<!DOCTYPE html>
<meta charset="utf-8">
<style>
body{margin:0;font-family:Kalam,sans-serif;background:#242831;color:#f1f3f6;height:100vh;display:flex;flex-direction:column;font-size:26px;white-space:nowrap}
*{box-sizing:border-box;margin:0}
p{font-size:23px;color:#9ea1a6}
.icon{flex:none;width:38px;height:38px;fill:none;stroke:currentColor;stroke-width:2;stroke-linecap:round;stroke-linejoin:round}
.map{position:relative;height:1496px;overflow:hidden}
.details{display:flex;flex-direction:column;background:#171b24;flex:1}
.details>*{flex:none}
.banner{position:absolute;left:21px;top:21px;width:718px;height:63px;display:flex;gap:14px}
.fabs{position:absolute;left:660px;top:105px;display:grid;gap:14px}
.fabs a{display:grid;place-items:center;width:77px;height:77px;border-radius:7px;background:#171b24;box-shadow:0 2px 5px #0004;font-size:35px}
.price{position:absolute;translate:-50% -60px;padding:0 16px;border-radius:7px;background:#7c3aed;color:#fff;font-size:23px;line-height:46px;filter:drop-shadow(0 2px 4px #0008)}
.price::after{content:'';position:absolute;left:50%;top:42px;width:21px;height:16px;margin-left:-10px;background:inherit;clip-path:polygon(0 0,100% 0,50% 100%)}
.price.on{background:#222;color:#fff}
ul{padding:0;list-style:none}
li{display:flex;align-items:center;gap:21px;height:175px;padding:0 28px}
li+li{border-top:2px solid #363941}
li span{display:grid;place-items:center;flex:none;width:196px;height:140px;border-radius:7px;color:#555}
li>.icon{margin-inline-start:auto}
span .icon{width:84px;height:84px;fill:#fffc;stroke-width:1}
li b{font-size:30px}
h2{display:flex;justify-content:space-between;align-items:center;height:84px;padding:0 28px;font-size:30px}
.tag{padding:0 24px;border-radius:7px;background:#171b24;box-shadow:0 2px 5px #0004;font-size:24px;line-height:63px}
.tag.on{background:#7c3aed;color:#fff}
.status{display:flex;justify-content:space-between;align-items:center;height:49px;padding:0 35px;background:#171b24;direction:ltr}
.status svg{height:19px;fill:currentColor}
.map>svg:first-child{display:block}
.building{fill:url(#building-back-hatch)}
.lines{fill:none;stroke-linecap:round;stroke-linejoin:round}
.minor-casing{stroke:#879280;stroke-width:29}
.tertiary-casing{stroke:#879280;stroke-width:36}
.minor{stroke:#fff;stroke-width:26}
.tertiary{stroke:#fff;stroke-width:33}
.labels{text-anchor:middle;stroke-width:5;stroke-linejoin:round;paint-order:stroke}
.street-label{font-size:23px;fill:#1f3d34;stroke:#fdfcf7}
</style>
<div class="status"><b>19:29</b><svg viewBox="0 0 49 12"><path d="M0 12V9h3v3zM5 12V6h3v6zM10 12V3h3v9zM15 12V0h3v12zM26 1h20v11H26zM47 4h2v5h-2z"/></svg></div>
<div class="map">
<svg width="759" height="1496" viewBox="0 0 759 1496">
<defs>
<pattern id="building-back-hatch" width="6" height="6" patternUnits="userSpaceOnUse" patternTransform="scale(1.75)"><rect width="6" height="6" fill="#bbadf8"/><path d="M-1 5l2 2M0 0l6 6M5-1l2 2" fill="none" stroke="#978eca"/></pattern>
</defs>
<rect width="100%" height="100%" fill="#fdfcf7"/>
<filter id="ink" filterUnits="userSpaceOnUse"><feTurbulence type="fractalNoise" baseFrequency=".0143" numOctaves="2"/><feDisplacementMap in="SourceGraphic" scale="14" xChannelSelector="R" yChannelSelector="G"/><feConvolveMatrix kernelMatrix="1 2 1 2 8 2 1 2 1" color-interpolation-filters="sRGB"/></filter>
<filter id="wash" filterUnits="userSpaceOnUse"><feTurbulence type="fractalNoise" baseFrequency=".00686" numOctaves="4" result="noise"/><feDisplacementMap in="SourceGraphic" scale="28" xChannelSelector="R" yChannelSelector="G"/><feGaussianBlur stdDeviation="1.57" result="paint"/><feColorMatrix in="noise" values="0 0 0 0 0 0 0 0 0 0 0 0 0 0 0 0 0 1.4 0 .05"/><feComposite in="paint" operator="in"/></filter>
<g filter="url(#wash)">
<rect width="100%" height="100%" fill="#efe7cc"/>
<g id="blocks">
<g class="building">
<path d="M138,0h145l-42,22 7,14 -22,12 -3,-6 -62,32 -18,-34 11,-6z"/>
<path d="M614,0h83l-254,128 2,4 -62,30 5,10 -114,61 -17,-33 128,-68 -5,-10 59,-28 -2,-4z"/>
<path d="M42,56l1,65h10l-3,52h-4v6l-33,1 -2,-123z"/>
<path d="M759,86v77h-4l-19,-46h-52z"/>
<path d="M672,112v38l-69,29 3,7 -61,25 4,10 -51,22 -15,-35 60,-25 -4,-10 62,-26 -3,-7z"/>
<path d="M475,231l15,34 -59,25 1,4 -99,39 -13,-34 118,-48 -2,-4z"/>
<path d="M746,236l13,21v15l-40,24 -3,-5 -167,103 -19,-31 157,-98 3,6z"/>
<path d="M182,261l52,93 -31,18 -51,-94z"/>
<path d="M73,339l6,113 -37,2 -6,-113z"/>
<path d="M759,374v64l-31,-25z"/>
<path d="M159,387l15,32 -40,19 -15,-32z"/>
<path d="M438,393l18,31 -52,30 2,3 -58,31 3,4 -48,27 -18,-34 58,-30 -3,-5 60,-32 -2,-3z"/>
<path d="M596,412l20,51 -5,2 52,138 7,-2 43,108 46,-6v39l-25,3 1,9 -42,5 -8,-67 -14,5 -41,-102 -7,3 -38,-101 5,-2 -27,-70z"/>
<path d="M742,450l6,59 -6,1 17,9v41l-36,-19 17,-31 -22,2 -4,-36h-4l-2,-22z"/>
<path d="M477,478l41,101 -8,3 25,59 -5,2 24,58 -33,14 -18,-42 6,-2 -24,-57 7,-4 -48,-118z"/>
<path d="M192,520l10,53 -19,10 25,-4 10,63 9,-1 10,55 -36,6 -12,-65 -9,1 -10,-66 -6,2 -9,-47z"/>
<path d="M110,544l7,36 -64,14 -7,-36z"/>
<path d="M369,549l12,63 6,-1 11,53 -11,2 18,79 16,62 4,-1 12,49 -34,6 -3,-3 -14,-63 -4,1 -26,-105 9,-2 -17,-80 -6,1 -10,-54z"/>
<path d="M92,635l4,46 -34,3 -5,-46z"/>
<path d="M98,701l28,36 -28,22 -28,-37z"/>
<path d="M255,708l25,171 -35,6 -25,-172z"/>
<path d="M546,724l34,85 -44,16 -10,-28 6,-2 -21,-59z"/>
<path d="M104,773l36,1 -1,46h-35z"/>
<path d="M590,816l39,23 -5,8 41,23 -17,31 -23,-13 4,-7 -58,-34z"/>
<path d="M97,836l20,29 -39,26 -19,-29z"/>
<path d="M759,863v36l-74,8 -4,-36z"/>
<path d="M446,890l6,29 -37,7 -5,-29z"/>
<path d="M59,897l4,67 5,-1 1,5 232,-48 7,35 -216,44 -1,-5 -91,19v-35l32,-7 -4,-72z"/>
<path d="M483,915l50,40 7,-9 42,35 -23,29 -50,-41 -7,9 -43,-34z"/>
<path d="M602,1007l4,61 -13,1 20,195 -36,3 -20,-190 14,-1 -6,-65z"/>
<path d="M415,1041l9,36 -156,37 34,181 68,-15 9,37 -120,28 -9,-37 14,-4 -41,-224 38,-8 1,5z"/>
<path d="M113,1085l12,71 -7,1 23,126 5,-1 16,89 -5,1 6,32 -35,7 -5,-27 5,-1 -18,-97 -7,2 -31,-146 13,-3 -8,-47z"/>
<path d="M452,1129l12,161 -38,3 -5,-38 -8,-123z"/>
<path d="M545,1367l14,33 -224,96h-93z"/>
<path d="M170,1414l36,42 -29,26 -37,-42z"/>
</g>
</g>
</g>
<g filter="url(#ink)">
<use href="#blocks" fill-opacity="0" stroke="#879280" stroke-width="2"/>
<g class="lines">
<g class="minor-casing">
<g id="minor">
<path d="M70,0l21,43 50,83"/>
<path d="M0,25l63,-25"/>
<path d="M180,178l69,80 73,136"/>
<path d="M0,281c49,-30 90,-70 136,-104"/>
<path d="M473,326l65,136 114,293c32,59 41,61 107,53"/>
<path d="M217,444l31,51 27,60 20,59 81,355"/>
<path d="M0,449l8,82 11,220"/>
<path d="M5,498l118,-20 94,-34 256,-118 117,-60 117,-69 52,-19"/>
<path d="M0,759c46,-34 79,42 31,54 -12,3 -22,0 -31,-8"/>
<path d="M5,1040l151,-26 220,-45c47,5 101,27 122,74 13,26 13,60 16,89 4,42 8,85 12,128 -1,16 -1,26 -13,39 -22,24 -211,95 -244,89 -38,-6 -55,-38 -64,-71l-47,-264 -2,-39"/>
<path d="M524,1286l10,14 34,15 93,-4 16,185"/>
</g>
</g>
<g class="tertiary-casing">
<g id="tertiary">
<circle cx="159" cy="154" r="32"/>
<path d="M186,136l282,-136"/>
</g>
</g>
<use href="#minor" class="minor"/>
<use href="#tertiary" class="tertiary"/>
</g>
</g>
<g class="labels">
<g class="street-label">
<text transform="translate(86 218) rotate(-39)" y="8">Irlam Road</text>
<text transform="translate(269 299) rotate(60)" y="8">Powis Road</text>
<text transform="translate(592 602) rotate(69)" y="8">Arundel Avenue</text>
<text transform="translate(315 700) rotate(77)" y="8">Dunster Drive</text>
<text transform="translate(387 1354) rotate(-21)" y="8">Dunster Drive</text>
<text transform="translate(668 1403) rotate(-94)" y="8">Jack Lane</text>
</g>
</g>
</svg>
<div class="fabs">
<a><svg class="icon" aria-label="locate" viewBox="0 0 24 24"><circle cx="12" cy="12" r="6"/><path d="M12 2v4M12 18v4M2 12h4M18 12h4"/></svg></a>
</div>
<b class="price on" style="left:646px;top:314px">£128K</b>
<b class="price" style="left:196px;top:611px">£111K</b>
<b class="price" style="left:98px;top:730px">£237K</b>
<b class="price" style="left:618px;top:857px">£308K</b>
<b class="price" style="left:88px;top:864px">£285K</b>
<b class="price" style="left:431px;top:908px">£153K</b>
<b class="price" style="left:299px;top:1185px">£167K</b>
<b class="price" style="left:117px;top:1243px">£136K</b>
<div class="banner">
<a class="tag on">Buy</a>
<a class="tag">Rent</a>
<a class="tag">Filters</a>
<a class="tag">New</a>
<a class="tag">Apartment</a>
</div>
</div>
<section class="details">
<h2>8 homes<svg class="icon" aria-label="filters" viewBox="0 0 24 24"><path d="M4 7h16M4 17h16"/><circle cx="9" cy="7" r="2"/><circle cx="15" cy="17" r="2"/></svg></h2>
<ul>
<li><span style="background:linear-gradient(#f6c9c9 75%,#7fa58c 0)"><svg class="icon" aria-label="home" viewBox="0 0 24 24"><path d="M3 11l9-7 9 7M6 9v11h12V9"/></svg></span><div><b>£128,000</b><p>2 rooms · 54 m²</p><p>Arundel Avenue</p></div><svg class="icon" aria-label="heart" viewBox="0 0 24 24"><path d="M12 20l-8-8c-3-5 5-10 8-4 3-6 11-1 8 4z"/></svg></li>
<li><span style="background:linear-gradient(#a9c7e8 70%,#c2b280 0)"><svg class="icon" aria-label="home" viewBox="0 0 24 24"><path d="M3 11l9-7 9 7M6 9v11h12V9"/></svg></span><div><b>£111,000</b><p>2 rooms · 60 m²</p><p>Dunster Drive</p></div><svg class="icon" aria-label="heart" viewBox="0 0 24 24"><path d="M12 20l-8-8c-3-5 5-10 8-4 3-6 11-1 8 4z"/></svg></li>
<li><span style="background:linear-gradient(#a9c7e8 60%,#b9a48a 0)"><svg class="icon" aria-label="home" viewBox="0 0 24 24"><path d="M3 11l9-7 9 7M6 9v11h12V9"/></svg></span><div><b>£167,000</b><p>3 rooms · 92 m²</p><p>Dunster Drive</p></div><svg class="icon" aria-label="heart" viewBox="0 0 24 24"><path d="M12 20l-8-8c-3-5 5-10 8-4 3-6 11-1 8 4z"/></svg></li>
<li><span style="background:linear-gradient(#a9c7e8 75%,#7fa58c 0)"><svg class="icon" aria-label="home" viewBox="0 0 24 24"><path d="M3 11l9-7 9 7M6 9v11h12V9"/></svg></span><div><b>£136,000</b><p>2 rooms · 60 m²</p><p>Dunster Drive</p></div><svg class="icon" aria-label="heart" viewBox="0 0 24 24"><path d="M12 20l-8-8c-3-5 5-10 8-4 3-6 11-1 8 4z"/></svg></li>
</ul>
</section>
■ ■ ■ ■ ■ ■ ■
Task brief → Only the lines from the beginning of the material to the line containing "24px;border-radius:7px;background:#171b24;box-shadow:0 2px 5px" should be echoed, verbatim and in full.

Task result →
<!DOCTYPE html>
<meta charset="utf-8">
<style>
body{margin:0;font-family:Kalam,sans-serif;background:#242831;color:#f1f3f6;height:100vh;display:flex;flex-direction:column;font-size:26px;white-space:nowrap}
*{box-sizing:border-box;margin:0}
p{font-size:23px;color:#9ea1a6}
.icon{flex:none;width:38px;height:38px;fill:none;stroke:currentColor;stroke-width:2;stroke-linecap:round;stroke-linejoin:round}
.map{position:relative;height:1496px;overflow:hidden}
.details{display:flex;flex-direction:column;background:#171b24;flex:1}
.details>*{flex:none}
.banner{position:absolute;left:21px;top:21px;width:718px;height:63px;display:flex;gap:14px}
.fabs{position:absolute;left:660px;top:105px;display:grid;gap:14px}
.fabs a{display:grid;place-items:center;width:77px;height:77px;border-radius:7px;background:#171b24;box-shadow:0 2px 5px #0004;font-size:35px}
.price{position:absolute;translate:-50% -60px;padding:0 16px;border-radius:7px;background:#7c3aed;color:#fff;font-size:23px;line-height:46px;filter:drop-shadow(0 2px 4px #0008)}
.price::after{content:'';position:absolute;left:50%;top:42px;width:21px;height:16px;margin-left:-10px;background:inherit;clip-path:polygon(0 0,100% 0,50% 100%)}
.price.on{background:#222;color:#fff}
ul{padding:0;list-style:none}
li{display:flex;align-items:center;gap:21px;height:175px;padding:0 28px}
li+li{border-top:2px solid #363941}
li span{display:grid;place-items:center;flex:none;width:196px;height:140px;border-radius:7px;color:#555}
li>.icon{margin-inline-start:auto}
span .icon{width:84px;height:84px;fill:#fffc;stroke-width:1}
li b{font-size:30px}
h2{display:flex;justify-content:space-between;align-items:center;height:84px;padding:0 28px;font-size:30px}
.tag{padding:0 24px;border-radius:7px;background:#171b24;box-shadow:0 2px 5px #0004;font-size:24px;line-height:63px}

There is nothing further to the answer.